*Data in this exercise*.
- - - -

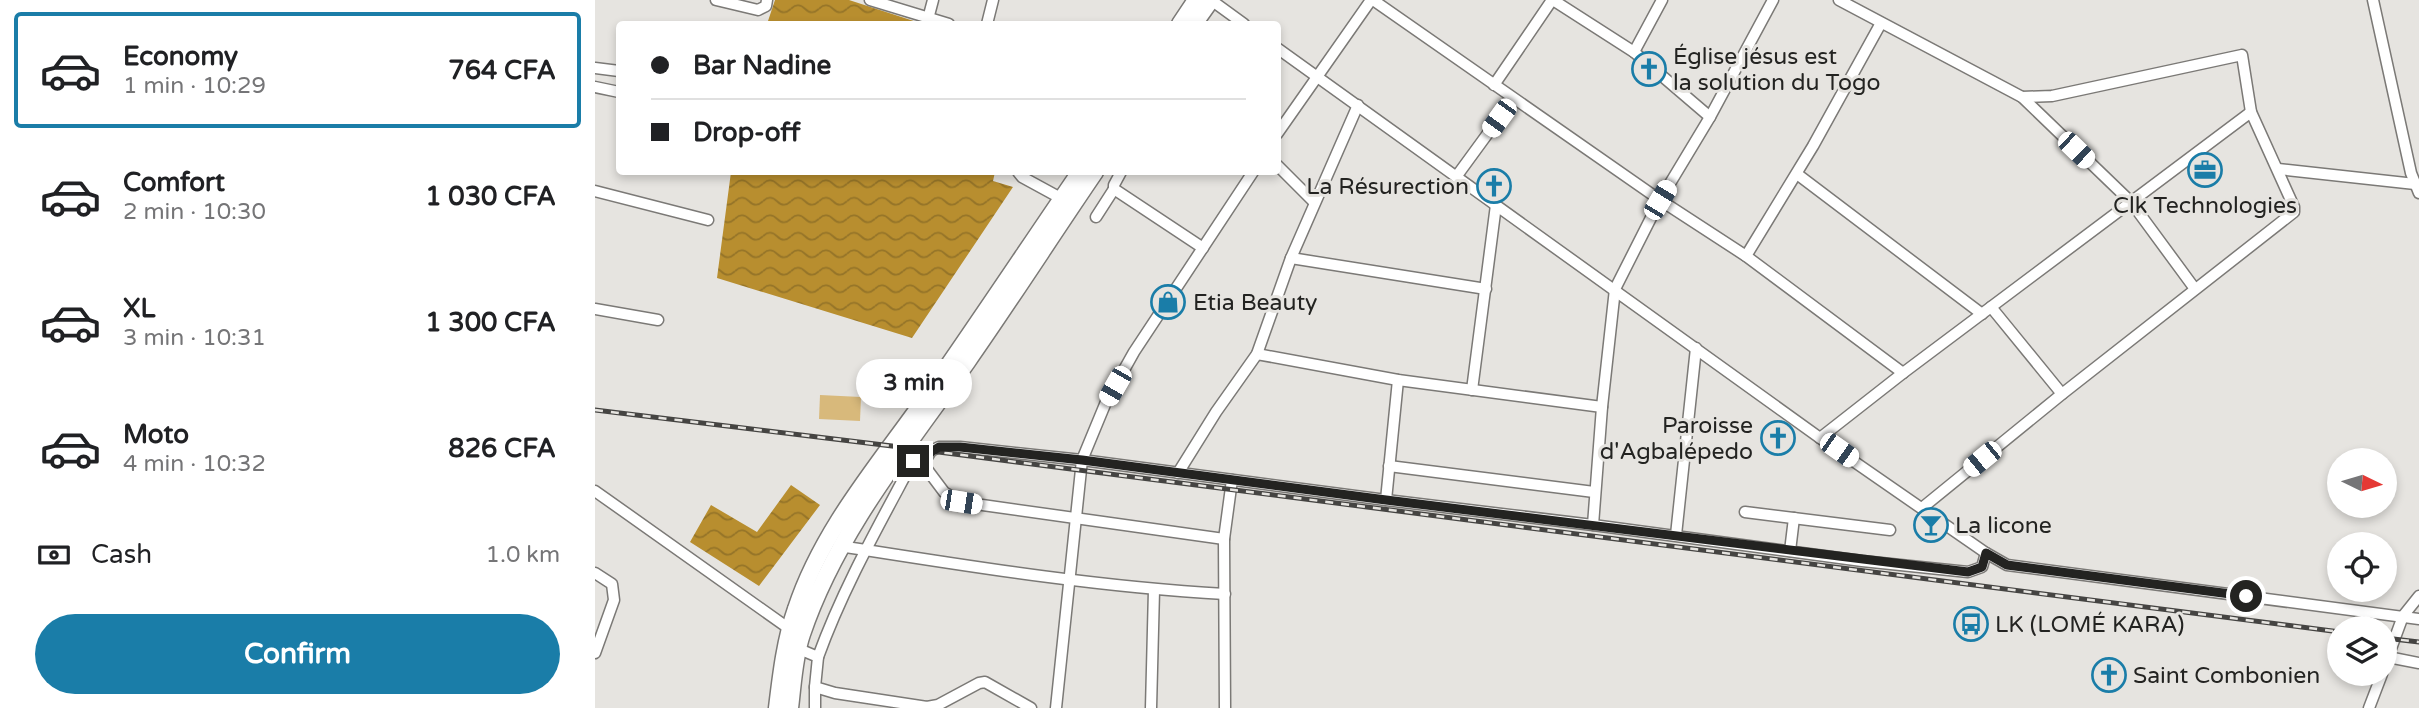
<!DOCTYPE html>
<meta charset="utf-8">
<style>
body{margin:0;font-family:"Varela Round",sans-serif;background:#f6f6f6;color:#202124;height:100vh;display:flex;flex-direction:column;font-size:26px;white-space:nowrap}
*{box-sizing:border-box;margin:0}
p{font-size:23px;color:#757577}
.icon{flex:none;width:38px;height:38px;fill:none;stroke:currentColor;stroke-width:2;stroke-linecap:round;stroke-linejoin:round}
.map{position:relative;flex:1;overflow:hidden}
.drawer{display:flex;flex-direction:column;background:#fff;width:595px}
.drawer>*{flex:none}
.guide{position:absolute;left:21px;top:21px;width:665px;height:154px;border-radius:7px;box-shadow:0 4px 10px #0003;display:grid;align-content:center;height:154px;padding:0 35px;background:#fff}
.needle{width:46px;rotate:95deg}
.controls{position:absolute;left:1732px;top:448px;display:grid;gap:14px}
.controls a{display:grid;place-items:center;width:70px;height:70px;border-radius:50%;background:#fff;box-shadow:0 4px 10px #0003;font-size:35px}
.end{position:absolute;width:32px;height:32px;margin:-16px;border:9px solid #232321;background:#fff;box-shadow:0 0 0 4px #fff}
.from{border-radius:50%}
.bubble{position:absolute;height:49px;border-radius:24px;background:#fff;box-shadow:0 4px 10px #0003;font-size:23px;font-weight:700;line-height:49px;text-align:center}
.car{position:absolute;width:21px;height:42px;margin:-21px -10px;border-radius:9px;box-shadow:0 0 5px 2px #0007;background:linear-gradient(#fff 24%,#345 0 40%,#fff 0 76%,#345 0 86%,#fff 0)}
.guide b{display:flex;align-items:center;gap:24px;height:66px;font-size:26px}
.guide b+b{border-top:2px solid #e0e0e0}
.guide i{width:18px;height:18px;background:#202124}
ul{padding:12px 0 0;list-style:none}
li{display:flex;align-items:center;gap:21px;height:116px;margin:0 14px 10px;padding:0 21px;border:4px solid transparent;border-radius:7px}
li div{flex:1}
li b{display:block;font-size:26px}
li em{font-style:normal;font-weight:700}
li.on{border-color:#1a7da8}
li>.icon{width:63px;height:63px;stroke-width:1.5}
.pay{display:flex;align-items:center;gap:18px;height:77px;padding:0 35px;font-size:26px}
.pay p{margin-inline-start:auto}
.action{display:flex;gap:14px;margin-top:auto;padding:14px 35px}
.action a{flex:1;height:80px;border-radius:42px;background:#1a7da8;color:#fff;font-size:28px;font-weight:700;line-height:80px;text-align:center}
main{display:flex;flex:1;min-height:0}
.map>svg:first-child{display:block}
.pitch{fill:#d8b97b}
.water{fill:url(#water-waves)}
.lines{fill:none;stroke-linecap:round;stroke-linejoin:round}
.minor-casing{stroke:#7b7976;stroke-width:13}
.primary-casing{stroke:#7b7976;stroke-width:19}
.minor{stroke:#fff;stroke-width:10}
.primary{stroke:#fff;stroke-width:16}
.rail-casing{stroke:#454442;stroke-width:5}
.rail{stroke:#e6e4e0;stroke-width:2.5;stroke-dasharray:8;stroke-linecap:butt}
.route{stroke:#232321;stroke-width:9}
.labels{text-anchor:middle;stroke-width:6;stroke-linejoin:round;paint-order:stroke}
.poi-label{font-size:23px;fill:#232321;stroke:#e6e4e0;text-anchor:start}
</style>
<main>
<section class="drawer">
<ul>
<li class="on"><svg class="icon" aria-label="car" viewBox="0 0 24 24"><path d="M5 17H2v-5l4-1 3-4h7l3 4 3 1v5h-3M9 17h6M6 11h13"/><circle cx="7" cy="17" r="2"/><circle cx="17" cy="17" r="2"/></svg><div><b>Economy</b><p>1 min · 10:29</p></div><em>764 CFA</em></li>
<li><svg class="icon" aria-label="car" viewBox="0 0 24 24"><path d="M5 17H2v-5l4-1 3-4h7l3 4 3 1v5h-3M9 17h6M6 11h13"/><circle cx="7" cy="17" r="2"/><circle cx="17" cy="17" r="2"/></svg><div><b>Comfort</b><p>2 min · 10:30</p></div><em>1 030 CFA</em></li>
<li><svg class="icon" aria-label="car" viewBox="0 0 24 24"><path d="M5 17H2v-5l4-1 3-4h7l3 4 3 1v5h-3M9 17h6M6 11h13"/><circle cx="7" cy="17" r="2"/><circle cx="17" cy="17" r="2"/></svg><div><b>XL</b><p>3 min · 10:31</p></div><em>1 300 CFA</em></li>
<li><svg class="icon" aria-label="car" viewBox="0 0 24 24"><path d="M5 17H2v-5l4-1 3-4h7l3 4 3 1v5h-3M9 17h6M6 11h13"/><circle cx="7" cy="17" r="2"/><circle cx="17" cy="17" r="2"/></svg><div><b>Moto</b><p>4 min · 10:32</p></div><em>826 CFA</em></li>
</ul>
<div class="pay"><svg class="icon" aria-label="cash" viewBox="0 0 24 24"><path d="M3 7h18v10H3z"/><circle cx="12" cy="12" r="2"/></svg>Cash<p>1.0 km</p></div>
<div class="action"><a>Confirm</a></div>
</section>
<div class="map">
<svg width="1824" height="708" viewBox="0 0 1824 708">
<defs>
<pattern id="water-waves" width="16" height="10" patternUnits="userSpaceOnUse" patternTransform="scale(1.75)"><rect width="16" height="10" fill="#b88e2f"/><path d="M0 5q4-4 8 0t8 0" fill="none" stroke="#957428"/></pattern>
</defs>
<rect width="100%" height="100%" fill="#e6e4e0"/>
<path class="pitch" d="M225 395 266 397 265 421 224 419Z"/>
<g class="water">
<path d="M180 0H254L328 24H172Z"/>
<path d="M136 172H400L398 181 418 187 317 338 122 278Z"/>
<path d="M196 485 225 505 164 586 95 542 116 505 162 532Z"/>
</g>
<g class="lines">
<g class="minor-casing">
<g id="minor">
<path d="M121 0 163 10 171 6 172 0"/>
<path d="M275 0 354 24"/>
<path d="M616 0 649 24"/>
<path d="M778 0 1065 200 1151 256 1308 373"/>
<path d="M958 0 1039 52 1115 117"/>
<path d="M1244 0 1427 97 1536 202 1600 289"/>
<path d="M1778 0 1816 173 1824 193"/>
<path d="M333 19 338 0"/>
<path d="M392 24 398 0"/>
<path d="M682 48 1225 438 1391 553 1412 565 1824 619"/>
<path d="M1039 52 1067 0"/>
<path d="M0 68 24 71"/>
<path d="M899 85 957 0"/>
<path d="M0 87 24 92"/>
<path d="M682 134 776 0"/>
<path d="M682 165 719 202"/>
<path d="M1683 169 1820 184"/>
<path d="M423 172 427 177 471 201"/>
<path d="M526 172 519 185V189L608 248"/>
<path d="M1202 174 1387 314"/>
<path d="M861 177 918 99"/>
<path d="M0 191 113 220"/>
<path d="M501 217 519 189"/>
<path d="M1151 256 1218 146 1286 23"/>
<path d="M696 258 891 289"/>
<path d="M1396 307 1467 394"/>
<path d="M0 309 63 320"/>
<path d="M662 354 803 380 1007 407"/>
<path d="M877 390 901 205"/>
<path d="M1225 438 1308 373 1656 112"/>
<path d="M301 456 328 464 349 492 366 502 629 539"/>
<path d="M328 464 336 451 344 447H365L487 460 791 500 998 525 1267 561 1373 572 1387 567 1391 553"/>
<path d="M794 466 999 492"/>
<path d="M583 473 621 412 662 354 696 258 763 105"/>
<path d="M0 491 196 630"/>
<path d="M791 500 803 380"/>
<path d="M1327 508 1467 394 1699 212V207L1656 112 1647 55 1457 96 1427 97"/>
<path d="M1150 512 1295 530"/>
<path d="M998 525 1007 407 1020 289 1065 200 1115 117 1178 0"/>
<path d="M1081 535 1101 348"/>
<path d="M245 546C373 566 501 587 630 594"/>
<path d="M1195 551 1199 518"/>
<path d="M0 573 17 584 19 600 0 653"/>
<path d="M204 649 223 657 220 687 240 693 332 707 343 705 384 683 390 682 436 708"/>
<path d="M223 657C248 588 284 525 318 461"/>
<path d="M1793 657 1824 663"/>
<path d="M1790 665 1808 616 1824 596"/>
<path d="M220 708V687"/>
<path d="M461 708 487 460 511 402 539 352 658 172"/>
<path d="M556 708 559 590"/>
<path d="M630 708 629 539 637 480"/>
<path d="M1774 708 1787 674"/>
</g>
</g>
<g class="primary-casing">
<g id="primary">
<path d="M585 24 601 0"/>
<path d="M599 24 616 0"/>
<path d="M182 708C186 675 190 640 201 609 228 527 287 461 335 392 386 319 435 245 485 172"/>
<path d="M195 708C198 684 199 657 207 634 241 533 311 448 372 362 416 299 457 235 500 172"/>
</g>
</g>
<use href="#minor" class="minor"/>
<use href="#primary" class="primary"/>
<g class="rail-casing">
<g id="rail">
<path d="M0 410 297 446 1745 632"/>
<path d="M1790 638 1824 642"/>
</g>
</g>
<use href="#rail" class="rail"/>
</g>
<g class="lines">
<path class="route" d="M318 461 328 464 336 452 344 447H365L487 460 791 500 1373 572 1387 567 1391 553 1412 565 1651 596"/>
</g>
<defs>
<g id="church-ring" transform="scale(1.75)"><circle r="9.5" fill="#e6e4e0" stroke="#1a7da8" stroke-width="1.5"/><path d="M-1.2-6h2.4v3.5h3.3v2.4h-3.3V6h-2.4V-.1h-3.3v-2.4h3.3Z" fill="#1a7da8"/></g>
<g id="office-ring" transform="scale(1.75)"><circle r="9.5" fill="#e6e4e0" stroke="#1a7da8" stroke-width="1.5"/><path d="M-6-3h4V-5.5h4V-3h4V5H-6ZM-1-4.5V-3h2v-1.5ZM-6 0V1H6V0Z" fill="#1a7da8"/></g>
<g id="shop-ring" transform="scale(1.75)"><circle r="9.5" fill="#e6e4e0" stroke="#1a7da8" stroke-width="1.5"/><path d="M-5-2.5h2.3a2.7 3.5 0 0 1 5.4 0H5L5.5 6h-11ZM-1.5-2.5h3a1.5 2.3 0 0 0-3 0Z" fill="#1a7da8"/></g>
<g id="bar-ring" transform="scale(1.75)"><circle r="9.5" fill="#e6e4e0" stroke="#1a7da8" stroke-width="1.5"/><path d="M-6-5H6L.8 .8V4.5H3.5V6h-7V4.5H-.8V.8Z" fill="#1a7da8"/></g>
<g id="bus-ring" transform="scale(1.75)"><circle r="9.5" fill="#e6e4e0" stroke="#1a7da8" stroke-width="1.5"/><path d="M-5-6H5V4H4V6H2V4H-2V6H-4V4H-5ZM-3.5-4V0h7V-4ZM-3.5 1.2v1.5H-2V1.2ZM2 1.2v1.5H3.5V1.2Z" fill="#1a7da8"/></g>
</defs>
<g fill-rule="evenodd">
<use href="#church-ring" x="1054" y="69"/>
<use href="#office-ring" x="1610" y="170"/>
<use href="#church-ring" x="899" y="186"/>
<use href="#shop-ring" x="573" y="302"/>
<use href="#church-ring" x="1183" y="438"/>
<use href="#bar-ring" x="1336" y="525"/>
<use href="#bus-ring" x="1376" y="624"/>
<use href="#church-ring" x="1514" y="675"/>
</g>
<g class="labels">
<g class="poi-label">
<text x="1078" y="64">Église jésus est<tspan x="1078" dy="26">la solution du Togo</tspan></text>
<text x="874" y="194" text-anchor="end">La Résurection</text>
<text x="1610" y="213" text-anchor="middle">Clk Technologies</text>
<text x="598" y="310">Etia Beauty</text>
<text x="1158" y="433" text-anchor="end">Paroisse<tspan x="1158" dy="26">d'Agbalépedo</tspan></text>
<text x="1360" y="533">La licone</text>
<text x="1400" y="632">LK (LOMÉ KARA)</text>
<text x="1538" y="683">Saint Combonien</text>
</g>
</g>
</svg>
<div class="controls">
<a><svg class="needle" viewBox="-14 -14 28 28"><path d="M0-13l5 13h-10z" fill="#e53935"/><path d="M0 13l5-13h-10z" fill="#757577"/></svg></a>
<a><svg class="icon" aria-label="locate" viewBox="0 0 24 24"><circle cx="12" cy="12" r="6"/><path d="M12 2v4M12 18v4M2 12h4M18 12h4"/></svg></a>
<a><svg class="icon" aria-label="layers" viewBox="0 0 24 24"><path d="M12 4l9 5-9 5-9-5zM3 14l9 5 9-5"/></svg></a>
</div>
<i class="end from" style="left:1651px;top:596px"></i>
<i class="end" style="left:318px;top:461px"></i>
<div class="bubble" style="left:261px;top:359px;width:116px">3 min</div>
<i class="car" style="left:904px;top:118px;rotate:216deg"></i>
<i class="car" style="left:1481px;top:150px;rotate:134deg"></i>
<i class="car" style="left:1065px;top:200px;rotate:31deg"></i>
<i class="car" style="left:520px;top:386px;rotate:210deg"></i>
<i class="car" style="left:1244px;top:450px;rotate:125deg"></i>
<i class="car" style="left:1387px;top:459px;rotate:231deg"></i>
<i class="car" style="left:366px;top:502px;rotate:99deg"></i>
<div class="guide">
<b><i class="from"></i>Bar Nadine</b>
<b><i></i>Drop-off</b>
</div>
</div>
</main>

- - - -

*Exercise prompt*.
Search the records for the word "pitch" and copy out every line that holds it.

*Exercise output*.
.pitch{fill:#d8b97b}
<path class="pitch" d="M225 395 266 397 265 421 224 419Z"/>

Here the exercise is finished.